Everything is Coming Up Whistleblowers

Good news, whistleblowers: The Supreme Court just gave you a huge victory. Even better, the robed justices aren’t the only arm of the government looking to protect whistleblowers.

A decision last week from the highest court in the land affirmed safeguards for whistleblowers spanning a broad range of sectors. According to the unanimous ruling in favor of a former UBS employee, the Sarbanes-Oxley Act of 2022 guarantees whistleblowers protections from retaliation by their employers and doesn’t require them to prove their employers intended to retaliate against them. Instead, the Supreme Court found whistleblowers must simply show their actions contributed to personnel decisions employers made against them. The ruling led some experts to label Sarbanes-Oxley “…one of the most employee-friendly whistleblower-protection statutes in the nation.”

Meanwhile, a new program spearheaded by the U.S. Attorney’s Office for the Southern District of New York is seeking to bring even more whistleblowers out of the woodwork in the nation’s hotbed of white-collar litigation. The pilot program is offering leniency to nonviolent offenders who voluntarily aid in bringing new cases to the authorities and participate in the prosecutions. The objective is to finger perpetrators of financial crimes such as investment fraud and bilking government funds.

“Our message to the world remains: ‘Call us before we call you,’” said U.S. Attorney Damian Williams in announcing the program as part of his office’s priorities for 2024.
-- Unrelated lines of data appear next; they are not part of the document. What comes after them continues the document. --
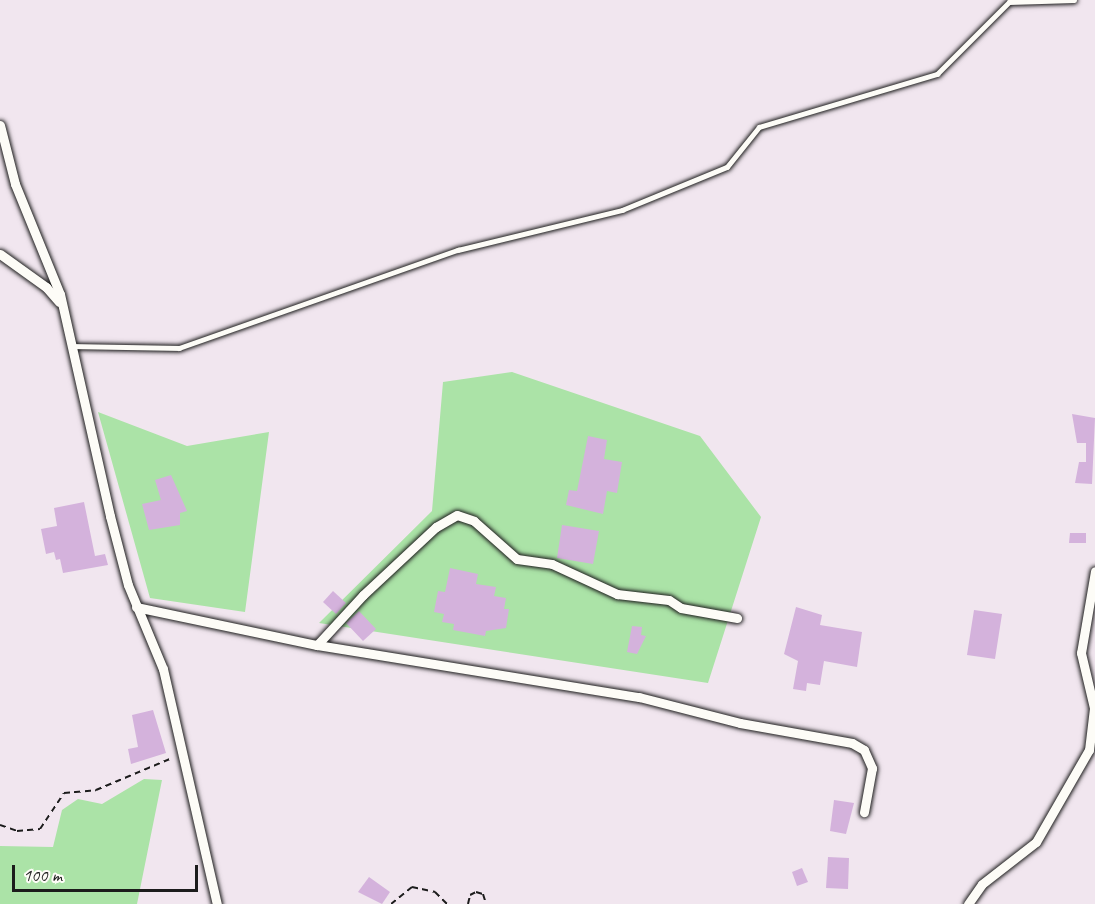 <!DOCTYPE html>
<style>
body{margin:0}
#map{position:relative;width:1095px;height:904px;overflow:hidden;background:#f1e6ef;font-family:Caveat,sans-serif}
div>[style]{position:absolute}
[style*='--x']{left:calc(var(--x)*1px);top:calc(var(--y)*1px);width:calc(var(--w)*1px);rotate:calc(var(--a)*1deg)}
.green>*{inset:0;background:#abe3a7}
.building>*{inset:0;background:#d4b2dc}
.path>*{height:2px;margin-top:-1px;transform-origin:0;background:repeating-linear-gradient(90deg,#1c1c1c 0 6px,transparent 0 10.5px)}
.roads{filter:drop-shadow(0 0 2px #1c1c1c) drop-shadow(0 0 2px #1c1c1c)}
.service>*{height:4.5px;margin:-2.25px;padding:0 2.25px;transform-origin:2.25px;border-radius:2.25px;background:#fdfcf7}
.minor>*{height:9px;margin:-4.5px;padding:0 4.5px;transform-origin:4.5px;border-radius:4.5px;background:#fdfcf7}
span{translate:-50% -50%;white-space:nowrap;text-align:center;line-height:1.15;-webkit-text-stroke:6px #fdfcf7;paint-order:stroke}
.scale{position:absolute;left:12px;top:865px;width:186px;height:27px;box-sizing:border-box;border:3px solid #1c1c1c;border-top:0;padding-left:8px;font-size:18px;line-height:21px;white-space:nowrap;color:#1c1c1c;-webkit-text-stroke:4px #fdfcf7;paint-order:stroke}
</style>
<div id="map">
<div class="green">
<div style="clip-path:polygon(512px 372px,700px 436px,761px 517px,708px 683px,319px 623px,432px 511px,443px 382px)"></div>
<div style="clip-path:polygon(98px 412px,187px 446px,269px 432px,245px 612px,150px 598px)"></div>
<div style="clip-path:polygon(144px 779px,162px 780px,137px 904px,0 904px,0 846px,53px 847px,62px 810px,78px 799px,102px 804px)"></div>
</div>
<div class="building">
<div style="clip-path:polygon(1072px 414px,1095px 418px,1092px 484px,1075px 483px,1079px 462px,1086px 462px,1086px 443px,1077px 443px)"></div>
<div style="clip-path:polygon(588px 436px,607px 440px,604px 459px,622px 462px,617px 493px,607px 491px,603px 514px,566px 505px,569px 490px,577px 491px)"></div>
<div style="clip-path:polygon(171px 475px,187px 511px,180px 513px,180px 525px,149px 530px,142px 504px,161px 500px,155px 480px)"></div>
<div style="clip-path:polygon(84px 502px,95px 556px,105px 554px,108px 565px,63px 573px,60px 559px,56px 560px,54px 552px,46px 554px,41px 529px,57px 526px,54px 508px)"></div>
<div style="clip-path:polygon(562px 525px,599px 531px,593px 564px,557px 558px)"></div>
<div style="clip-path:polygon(1070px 533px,1086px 533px,1086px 543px,1069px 543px)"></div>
<div style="clip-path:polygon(450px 568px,478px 574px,476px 584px,496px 587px,494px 596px,506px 598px,504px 609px,509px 609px,506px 628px,486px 631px,485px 636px,453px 630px,454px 624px,442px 622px,444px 614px,434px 612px,438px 591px,445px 592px)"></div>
<div style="clip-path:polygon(333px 591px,346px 603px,336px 614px,323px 602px)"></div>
<div style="clip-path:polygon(796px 607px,822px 615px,820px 625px,862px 632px,857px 667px,824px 661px,820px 685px,807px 683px,806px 691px,793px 689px,798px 661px,784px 654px)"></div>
<div style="clip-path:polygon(974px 610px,1002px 614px,995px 659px,967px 655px)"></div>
<div style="clip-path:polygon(359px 611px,376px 629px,363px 641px,346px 623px)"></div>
<div style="clip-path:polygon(632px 626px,642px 627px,641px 635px,646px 636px,637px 654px,627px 652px)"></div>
<div style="clip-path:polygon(153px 710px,166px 753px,131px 764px,128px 749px,138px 747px,132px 715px)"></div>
<div style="clip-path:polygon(834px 800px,854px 803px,846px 834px,830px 831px)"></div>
<div style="clip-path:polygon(828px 857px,849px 858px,848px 889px,826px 888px)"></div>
<div style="clip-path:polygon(802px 868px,808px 882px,797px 886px,792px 872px)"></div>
<div style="clip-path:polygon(369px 877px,390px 892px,382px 904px,358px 892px)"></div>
</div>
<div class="path">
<div style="--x:0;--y:825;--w:18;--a:19"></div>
<div style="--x:17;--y:831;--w:23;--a:-5"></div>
<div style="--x:40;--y:829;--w:43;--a:-56.3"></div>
<div style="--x:64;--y:793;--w:32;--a:-5"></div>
<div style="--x:96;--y:790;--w:82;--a:-22.8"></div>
<div style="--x:391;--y:904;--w:27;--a:-39"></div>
<div style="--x:412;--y:887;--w:24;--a:12"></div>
<div style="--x:435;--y:892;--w:17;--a:45"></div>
<div style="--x:468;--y:904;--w:9;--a:-77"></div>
<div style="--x:470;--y:895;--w:7;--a:-27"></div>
<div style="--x:476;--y:892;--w:7;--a:16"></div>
<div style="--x:483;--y:894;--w:10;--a:73"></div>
</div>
<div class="roads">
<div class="service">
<div style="--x:72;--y:346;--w:107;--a:1.1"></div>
<div style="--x:179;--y:348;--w:296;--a:-19.4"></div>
<div style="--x:458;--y:250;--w:169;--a:-13.7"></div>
<div style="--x:622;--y:210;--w:113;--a:-22.3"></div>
<div style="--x:727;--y:167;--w:51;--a:-51.3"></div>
<div style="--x:759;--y:127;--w:186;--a:-16.6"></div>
<div style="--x:937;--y:74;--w:102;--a:-45"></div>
<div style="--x:1009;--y:2;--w:65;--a:-1.8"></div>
</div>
<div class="minor">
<div style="--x:0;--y:125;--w:61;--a:75.7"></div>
<div style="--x:15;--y:184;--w:119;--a:67.8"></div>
<div style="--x:60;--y:294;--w:228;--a:77.3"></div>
<div style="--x:110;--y:516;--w:71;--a:75.4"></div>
<div style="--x:128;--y:585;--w:91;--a:67.4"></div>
<div style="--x:163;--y:669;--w:241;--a:77.1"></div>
<div style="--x:0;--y:254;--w:57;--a:35.7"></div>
<div style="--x:46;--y:287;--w:20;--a:49"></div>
<div style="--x:136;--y:607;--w:185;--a:11.9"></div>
<div style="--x:317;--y:645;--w:326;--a:9.2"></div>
<div style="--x:639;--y:697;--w:104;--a:14.4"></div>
<div style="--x:740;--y:723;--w:114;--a:10.1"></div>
<div style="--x:852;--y:743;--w:14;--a:30"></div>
<div style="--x:864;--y:750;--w:20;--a:66"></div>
<div style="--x:872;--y:768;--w:45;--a:100.3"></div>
<div style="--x:317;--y:645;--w:68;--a:-47.4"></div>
<div style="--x:363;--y:595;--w:100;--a:-43"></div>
<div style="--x:436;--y:527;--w:24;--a:-30"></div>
<div style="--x:457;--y:515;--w:18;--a:19"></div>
<div style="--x:474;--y:521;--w:57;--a:41.5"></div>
<div style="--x:517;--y:559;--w:35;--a:8"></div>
<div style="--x:552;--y:564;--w:72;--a:24.8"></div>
<div style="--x:617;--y:594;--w:52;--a:6.6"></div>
<div style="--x:669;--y:600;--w:14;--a:34"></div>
<div style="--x:681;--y:608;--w:57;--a:10.1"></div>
<div style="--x:968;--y:904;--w:24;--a:-55"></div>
<div style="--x:982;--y:884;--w:68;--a:-37.9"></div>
<div style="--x:1036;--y:842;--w:106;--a:-60.1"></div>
<div style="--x:1089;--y:750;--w:42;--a:-83.2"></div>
<div style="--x:1094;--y:708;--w:57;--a:-103.3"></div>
<div style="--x:1081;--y:653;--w:83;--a:-80.3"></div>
</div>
</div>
<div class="scale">100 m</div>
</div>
The Securities and Exchange Commission is getting in on the act, too. Last year, the financial cops filed the most enforcement actions tied to protecting whistleblowers since 2016. The agency announced settlements and sanctions in September alone against a trio of companies for $225,000, $375,000 and $10 million. The companies were tagged for violating Rule 21F-17 connected to conditions of employees’ work and/or separation agreements.

The SEC kept the ball rolling in 2024. In January, the commission settled with J.P. Morgan Securities for $18 million, representing one of the largest fines it has ever collected for the violation of rules protecting whistleblowers. The SEC alleged the investment house deterred clients and brokerage customers from reporting potential violations of securities laws by asking them to sign confidentiality agreements. Notably, the SEC charged that even though the agreements issued by J.P. Morgan Securities allowed signees to respond to inquiries from authorities, they prohibited signees from voluntarily reporting potential violations.

There’s no sign of the SEC slowing down its whistleblower work any time soon. In an analysis of trends in enforcement, attorneys from Bond Schoeneck & King pointed out that even disclaimers in an employment agreement won’t save companies if regulators determine an agreement “otherwise impedes an individual’s ability to communicate securities violations” to the authorities. In fact, they said, the language in Rule 21F-17 is “intentionally broad” to enable greater flexibility for the SEC to protect whistleblowers.

Ultimately, the message from the federal government to people with information about financial misdeeds seems clear – put your lips together and blow.